• THE PROBLEM:
Copy out, from the data, each line containing the string "Géza".

======== EXCERPTED RECORDS

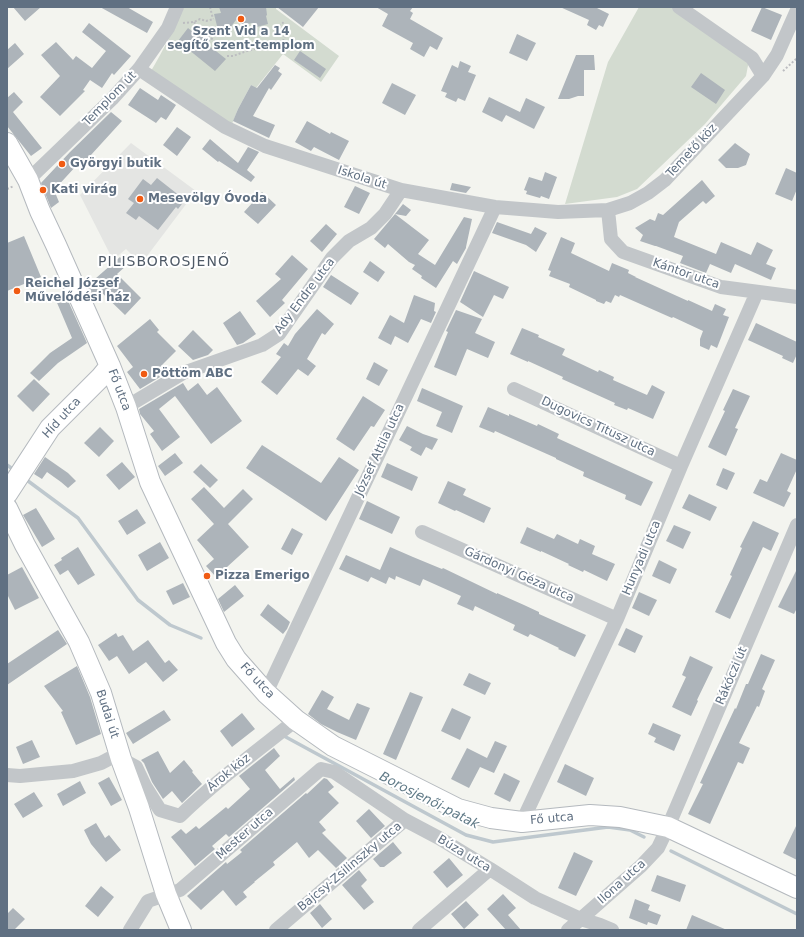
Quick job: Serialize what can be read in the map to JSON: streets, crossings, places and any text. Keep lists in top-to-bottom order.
{
  "streets": {
    "street": [
      "Templom út",
      "Temető köz",
      "Iskola út",
      "Kántor utca",
      "Ady Endre utca",
      "Fő utca",
      "Híd utca",
      "Dugovics Titusz utca",
      "József Attila utca",
      "Hunyadi utca",
      "Gárdonyi Géza utca",
      "Rákóczi út",
      "Budai út",
      "Árok köz",
      "Mester utca",
      "Búza utca",
      "Bajcsy-Zsilinszky utca",
      "Ilona utca"
    ]
  },
  "crossings": [
    ["Templom út", "Iskola út"],
    ["Templom út", "Fő utca"],
    ["Temető köz", "Iskola út"],
    ["Temető köz", "Kántor utca"],
    ["Iskola út", "Kántor utca"],
    ["Iskola út", "Ady Endre utca"],
    ["Iskola út", "József Attila utca"],
    ["Kántor utca", "Hunyadi utca"],
    ["Ady Endre utca", "Fő utca"],
    ["Fő utca", "Híd utca"],
    ["Fő utca", "József Attila utca"],
    ["Fő utca", "Hunyadi utca"],
    ["Fő utca", "Rákóczi út"],
    ["Fő utca", "Árok köz"],
    ["Fő utca", "Ilona utca"],
    ["Dugovics Titusz utca", "Hunyadi utca"],
    ["Hunyadi utca", "Gárdonyi Géza utca"],
    ["Rákóczi út", "Ilona utca"],
    ["Budai út", "Árok köz"],
    ["Budai út", "Mester utca"],
    ["Mester utca", "Búza utca"],
    ["Búza utca", "Bajcsy-Zsilinszky utca"],
    ["Búza utca", "Ilona utca"]
  ],
  "districts": ["PILISBOROSJENŐ"],
  "water": ["Borosjenői-patak"],
  "places": [
    "Szent Vid a 14 segítő szent-templom",
    "Györgyi butik",
    "Kati virág",
    "Mesevölgy Óvoda",
    "Reichel József Művelődési ház",
    "Pöttöm ABC",
    "Pizza Emerigo"
  ]
}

================

• OUTPUT OF THE EXERCISE:
      "Gárdonyi Géza utca",
    ["Hunyadi utca", "Gárdonyi Géza utca"],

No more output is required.